**TASK INPUT:**
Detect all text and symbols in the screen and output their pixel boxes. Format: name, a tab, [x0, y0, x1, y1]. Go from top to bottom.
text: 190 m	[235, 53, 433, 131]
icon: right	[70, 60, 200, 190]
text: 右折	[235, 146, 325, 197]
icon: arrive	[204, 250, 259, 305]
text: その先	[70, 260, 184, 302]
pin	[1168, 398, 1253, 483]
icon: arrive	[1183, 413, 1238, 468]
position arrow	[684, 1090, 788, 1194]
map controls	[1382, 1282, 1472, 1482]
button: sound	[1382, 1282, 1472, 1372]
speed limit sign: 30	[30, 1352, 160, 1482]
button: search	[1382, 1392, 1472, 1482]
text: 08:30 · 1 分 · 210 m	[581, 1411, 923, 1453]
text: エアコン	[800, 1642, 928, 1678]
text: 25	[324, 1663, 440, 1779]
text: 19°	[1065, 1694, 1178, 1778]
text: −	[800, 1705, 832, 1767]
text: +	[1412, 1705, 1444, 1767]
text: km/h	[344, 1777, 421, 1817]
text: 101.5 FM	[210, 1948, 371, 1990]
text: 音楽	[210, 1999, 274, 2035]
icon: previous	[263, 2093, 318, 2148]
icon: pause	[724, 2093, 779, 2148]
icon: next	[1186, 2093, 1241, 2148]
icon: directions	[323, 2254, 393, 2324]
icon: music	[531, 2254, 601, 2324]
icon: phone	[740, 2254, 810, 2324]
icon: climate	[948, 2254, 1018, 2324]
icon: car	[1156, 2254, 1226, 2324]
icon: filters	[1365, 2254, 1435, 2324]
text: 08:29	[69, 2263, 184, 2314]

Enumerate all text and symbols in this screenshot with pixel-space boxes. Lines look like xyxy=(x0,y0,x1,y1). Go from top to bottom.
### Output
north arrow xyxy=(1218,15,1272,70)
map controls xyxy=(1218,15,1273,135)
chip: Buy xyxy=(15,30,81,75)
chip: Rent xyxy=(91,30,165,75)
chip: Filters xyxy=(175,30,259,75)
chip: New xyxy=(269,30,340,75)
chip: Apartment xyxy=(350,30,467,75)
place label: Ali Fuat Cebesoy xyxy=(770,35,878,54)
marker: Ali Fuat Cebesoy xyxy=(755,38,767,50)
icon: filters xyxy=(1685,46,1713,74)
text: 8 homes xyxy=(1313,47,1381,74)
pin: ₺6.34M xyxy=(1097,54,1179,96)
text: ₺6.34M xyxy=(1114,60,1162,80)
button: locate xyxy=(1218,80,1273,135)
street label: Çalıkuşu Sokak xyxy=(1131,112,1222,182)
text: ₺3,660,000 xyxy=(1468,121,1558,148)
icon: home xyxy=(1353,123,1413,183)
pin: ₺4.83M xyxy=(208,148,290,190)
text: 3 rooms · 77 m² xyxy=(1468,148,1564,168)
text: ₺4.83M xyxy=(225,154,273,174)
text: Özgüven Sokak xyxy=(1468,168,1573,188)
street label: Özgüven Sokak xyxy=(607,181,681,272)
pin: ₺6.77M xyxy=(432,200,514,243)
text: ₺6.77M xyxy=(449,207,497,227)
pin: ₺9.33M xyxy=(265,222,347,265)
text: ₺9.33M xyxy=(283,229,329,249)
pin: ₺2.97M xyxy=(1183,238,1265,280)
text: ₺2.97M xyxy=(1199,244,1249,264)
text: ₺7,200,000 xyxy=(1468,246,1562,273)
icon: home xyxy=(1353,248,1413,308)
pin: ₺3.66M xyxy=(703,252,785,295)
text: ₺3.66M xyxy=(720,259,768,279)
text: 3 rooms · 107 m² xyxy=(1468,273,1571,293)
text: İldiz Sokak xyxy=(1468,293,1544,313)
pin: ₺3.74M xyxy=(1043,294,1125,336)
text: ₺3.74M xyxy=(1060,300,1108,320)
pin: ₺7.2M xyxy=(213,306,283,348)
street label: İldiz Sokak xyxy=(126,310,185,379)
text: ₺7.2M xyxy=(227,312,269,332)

**WHAT TO PRODUCE:**
Would you copy every line of the entries that includes the word "İldiz"?

**OUTPUT FOR THIS EXERCISE:**
text: İldiz Sokak xyxy=(1468,293,1544,313)
street label: İldiz Sokak xyxy=(126,310,185,379)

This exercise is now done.